Редактором, осуществлявшим мягкое посредничество между мной и полицией стиля, был Чарльз МакГрат. Я работал с ним в связке на протяжении пяти лет, под всеохватной верховной властью сначала Боба Готтлиба, а затем Тины Браун. В этом пункте предисловия к сборнику статей принято хвалить такт вашего редактора, его находчивость, настойчивую любезность и прочее, и равным образом читатель предисловия в этой точке должен зевнуть так, чтобы затрещало за ушами. Так что вместо всего этого расскажу-ка я вам лучше историю о редакторской работе мистера МакГрата. Примерно на середине моего пути мы вели третий или четвертый бесконечный разговор о некой очередной статье; она прошла уже через сколько-то гранок. В этой стадии любой автор знает статью практически наизусть: она надоела тебе хуже горькой редьки, и ты ждешь только одного — что ее наконец пустят в печать, но приходится вежливо участвовать в том, что, как ты надеешься, является последней парой вопросов.
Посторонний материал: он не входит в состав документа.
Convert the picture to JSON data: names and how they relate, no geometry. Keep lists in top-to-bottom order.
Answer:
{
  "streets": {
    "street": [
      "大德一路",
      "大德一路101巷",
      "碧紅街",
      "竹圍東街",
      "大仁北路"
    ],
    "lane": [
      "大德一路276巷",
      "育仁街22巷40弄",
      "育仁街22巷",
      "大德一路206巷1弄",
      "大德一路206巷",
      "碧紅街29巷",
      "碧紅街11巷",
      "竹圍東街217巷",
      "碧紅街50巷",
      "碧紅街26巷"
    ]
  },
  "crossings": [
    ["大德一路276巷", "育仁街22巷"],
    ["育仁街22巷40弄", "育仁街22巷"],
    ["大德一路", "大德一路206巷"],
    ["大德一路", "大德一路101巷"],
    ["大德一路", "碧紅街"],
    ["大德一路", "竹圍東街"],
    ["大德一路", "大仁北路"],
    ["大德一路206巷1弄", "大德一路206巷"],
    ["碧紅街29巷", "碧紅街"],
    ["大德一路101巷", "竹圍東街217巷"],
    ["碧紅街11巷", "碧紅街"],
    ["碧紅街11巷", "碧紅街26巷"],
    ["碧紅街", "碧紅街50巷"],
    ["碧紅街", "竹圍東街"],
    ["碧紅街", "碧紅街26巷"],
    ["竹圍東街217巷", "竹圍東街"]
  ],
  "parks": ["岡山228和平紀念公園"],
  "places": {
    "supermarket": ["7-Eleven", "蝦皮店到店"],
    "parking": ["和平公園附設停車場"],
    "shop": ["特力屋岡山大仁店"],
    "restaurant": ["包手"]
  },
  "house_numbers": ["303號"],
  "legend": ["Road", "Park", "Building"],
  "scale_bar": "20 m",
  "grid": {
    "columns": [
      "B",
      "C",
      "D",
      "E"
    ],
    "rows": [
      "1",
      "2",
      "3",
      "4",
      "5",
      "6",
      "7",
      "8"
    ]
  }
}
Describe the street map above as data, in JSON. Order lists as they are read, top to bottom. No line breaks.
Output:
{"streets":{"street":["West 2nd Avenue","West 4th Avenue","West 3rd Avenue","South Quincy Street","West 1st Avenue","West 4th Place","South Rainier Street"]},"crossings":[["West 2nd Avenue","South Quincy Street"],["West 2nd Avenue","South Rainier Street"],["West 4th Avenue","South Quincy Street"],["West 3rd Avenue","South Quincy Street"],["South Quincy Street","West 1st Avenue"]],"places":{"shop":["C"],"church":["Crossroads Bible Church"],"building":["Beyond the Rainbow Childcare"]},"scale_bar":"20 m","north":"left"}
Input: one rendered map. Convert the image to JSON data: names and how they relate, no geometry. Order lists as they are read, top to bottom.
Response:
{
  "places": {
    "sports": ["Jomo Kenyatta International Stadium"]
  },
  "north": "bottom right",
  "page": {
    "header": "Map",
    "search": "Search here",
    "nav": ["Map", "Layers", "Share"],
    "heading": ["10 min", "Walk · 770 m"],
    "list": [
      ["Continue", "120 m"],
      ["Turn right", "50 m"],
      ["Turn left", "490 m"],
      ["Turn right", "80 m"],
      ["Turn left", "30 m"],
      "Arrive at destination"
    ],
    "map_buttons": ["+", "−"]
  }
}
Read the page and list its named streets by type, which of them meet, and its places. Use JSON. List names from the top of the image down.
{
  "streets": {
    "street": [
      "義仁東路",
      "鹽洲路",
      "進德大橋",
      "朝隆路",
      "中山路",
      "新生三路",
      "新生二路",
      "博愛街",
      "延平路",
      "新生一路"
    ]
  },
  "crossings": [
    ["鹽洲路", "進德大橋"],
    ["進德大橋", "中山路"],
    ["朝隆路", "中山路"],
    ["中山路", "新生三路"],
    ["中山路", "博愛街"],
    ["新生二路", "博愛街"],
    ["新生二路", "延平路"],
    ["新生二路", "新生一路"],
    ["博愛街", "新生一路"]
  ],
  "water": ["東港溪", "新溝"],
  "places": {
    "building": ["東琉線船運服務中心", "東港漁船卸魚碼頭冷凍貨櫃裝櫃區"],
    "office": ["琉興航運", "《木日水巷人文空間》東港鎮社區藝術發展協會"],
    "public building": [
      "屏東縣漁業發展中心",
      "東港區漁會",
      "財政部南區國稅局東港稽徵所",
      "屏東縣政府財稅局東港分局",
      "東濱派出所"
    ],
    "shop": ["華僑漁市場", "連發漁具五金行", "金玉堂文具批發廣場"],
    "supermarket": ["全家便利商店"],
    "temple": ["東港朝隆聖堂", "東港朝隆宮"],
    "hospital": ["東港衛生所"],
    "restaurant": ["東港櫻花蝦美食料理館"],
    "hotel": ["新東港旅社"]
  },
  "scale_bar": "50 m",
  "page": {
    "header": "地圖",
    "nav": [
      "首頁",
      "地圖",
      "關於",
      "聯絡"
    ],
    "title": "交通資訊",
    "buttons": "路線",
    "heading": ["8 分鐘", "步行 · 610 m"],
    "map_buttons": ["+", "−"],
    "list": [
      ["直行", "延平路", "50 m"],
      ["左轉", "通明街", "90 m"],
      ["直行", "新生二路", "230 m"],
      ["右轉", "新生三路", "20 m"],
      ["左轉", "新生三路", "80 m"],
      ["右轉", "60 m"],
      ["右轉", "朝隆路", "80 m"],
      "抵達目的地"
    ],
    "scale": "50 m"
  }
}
Именно в этой точке Чип привязался к какому-то прилагательному, которое я использовал, одному из тех слов, вроде «гонадный» или «карбонизированный», которые не входят в твой базовый словарь, но до которых время от времени ты дотягиваешься. «Вы уже однажды использовали «карбонизированный», — сказал Чип. «Мне так не кажется», — ответил я. «Да, я уверен, что да», — сказал он. «Я совершенно уверен, что нет», — ответил я, начиная несколько раздражаться — какого черта, я знаю эту статью вдоль и поперек. «А я вполне уверен, что да», — отвечал Чип — и я услышал, как его голос также напрягся, словно он собирался с силами, чтобы продолжить натиск. «Ну и позвольте осведомиться, — сказал я тоном чуть ли уже не истерическим, — в какой же гранке, в таком случае, я использовал это слово?» «О, — сказал Чип, — я не имел в виду эту статью. Нет, это было пару статей назад. Я разыщу». Именно так он и поступил. Месяцев девять назад я употребил это слово. Разумеется, я тут же его вычеркнул. И вот это, если кому интересно, и есть редакторская работа.